START Provided entries
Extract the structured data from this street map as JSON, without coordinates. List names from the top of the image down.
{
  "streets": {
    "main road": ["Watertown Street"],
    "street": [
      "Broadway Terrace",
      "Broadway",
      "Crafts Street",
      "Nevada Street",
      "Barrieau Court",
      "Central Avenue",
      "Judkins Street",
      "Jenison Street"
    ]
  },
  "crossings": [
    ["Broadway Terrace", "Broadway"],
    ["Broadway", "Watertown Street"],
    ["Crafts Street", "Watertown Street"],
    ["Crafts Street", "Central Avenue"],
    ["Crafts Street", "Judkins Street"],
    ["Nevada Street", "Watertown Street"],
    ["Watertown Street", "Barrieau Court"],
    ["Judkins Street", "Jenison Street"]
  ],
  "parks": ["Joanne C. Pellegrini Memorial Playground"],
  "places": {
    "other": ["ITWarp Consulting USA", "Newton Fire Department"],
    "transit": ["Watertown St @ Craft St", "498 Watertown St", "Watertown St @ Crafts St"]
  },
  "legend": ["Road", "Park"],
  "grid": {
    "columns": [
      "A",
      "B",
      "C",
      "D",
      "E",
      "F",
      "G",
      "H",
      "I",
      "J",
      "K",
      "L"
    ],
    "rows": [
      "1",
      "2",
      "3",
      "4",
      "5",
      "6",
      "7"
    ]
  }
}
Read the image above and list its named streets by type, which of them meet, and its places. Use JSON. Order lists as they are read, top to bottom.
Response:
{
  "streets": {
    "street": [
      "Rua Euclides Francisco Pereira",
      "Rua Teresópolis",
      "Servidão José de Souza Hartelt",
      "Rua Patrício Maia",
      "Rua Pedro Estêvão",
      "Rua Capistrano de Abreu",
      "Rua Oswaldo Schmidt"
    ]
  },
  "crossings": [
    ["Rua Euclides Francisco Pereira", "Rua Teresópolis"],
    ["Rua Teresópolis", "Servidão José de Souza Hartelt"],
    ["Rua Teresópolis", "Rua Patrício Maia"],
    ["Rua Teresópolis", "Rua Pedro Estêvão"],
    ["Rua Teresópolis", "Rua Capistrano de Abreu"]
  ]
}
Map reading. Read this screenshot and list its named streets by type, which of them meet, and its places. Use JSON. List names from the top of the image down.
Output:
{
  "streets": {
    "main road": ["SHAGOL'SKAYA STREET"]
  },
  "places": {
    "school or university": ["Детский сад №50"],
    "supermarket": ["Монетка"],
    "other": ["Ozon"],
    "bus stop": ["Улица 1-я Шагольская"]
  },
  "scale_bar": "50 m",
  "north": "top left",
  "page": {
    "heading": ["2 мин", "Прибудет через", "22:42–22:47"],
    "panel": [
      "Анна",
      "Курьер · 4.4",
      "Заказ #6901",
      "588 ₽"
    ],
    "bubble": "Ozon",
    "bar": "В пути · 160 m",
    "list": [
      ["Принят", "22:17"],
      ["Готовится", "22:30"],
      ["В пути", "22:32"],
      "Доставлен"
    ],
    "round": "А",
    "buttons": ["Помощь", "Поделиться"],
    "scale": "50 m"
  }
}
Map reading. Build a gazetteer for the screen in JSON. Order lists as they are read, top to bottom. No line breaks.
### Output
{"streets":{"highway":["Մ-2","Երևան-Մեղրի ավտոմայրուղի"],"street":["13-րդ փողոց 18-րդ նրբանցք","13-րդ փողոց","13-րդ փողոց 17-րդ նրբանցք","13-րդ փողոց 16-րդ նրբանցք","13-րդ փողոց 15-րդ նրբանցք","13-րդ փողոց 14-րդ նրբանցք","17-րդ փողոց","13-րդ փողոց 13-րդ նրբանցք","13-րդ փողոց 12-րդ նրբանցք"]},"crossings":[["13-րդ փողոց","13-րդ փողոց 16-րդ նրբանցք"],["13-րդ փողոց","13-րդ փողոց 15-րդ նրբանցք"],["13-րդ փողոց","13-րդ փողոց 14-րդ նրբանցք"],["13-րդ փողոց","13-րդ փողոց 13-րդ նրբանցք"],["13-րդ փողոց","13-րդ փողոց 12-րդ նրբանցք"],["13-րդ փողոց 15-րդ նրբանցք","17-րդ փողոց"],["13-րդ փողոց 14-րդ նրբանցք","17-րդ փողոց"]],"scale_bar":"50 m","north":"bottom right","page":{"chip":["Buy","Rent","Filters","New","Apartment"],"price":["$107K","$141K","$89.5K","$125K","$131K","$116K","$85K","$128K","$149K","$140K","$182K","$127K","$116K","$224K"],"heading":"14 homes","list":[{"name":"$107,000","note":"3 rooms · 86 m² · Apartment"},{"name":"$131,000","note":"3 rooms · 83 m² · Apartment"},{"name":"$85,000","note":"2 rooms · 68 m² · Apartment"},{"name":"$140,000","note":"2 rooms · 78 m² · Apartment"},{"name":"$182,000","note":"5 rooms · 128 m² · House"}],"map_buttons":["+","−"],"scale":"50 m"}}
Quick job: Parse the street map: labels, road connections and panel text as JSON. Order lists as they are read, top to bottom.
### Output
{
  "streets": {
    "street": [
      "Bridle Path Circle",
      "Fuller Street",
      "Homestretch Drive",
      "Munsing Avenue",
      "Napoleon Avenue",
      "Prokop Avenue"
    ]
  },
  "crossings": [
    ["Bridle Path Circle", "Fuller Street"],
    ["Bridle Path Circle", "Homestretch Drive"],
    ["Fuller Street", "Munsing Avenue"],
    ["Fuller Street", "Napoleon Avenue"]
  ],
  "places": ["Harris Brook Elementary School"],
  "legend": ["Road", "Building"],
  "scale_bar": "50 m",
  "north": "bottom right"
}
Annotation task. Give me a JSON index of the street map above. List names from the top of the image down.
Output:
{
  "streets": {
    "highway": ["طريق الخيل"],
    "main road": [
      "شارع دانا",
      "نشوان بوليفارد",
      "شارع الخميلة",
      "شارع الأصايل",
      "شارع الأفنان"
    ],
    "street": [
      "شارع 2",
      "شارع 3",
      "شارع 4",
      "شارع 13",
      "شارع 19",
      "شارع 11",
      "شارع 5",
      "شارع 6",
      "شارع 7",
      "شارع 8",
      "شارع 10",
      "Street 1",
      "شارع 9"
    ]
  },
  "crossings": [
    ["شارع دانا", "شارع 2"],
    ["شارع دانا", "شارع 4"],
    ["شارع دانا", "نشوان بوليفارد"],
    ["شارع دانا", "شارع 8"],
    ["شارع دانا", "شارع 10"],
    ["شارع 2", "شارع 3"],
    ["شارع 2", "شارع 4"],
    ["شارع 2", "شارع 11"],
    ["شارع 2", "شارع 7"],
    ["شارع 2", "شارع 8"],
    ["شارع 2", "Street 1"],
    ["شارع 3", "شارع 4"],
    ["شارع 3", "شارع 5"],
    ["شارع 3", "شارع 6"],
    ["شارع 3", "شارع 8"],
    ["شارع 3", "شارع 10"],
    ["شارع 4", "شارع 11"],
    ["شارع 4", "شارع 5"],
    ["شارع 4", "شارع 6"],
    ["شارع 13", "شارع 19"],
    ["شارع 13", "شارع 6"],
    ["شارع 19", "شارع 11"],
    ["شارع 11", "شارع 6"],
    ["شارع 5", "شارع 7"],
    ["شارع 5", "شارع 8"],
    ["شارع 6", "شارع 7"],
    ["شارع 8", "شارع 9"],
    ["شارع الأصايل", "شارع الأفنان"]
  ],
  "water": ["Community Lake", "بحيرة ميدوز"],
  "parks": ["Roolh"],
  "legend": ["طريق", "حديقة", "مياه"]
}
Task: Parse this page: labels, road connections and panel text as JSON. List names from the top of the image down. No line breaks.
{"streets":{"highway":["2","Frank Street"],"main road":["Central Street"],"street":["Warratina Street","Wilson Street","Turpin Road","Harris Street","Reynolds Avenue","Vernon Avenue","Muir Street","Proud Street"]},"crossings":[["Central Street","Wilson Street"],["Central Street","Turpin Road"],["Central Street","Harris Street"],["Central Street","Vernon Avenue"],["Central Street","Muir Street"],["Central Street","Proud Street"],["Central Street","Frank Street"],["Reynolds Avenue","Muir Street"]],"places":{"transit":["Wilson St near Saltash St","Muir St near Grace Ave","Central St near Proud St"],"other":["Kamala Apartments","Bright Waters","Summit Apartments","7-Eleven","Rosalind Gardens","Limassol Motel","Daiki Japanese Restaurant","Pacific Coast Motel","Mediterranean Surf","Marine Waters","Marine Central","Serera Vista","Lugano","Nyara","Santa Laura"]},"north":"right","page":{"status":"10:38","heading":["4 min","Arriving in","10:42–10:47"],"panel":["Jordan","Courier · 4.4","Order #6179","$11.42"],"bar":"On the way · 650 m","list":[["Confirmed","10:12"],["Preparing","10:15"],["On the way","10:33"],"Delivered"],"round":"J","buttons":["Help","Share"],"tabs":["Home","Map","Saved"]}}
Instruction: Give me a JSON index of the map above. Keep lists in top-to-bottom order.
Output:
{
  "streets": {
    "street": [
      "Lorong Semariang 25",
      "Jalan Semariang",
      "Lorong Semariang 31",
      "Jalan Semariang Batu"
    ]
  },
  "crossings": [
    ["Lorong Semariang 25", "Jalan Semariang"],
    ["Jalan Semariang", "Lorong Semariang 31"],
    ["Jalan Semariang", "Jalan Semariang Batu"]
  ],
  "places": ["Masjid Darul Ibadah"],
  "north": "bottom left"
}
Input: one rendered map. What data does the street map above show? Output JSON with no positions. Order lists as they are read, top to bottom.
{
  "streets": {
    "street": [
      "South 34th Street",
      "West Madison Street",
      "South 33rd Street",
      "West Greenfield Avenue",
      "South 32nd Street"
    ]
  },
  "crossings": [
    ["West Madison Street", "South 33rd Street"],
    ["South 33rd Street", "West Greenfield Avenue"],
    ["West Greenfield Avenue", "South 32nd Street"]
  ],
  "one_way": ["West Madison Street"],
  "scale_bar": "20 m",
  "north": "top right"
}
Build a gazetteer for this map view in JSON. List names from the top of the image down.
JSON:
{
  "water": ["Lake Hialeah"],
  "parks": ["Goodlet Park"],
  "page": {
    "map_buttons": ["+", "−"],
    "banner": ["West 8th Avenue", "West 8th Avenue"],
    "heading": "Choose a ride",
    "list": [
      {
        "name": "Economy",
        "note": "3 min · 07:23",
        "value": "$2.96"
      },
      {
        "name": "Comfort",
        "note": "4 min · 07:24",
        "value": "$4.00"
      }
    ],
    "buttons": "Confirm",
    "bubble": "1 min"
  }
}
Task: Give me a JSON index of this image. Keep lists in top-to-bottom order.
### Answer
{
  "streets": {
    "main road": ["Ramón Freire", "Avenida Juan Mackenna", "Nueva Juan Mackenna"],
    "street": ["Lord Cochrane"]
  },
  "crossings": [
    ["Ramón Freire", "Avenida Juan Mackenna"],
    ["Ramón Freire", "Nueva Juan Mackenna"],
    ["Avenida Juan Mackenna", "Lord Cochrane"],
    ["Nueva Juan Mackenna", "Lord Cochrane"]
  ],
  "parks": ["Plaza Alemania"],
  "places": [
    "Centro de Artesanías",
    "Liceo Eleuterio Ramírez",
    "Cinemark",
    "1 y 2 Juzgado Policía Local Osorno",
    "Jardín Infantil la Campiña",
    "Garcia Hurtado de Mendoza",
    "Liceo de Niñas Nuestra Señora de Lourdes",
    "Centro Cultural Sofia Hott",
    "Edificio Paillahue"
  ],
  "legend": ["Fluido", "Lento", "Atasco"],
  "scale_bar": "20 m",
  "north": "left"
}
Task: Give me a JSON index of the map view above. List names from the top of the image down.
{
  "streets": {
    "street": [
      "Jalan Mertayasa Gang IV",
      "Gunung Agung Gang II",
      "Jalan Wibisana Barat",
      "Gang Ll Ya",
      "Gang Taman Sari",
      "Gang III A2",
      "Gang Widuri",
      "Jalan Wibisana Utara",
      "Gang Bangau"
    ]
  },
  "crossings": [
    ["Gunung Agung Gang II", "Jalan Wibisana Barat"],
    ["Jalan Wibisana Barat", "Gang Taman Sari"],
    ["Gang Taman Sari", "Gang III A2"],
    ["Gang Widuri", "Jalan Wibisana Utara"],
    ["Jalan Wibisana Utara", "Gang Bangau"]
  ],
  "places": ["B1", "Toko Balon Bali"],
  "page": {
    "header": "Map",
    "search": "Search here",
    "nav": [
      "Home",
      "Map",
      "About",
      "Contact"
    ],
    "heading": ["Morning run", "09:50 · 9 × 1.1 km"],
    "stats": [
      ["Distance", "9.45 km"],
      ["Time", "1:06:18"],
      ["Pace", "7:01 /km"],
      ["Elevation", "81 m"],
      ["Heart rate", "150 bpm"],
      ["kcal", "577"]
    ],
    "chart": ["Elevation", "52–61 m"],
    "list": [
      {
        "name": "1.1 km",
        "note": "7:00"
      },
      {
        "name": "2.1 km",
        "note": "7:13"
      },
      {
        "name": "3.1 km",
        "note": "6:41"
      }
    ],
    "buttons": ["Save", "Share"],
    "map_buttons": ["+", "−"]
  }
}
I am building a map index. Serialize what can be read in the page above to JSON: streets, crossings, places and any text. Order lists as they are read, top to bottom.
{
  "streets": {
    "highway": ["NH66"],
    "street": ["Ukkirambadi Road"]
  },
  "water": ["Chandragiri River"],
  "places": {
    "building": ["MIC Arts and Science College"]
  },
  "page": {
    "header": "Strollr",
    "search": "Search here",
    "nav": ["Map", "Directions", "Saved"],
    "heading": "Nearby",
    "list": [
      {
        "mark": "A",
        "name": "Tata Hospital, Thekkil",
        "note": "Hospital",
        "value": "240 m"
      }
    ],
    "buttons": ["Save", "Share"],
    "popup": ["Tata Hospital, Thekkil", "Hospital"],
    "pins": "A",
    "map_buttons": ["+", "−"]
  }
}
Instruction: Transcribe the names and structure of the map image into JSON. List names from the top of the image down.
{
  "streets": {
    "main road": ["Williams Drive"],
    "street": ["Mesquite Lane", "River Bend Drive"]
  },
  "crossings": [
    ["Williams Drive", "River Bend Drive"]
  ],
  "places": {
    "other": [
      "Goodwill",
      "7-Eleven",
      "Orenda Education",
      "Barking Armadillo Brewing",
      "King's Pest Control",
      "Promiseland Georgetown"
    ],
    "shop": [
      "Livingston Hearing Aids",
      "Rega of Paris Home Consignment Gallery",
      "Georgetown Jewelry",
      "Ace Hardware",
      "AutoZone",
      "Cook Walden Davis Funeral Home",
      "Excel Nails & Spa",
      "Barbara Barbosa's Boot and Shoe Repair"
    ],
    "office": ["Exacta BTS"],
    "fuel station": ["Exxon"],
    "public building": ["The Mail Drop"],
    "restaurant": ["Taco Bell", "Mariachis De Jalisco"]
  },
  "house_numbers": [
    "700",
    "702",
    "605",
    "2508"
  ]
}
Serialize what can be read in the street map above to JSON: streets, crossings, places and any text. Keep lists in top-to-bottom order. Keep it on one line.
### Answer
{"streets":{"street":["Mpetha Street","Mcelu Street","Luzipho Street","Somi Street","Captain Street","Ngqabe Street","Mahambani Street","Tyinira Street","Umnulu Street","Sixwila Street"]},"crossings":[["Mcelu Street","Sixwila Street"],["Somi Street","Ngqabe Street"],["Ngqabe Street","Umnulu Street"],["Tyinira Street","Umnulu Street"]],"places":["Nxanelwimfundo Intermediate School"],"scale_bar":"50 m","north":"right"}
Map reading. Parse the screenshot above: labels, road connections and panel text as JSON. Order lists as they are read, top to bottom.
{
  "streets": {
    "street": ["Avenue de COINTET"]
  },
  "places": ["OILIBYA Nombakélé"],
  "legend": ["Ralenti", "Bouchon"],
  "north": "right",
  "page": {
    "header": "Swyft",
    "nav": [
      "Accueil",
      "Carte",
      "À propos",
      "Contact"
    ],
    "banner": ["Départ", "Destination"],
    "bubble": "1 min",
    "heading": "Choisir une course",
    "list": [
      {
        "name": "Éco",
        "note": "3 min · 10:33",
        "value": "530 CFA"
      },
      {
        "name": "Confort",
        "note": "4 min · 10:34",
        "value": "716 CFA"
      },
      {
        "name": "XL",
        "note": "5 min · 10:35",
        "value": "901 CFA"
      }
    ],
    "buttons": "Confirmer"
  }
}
END Provided entries
What lines of the data contain the string "Avenida"? List them.

→ **Result for this exercise**
    "main road": ["Ramón Freire", "Avenida Juan Mackenna", "Nueva Juan Mackenna"],
    ["Ramón Freire", "Avenida Juan Mackenna"],
    ["Avenida Juan Mackenna", "Lord Cochrane"],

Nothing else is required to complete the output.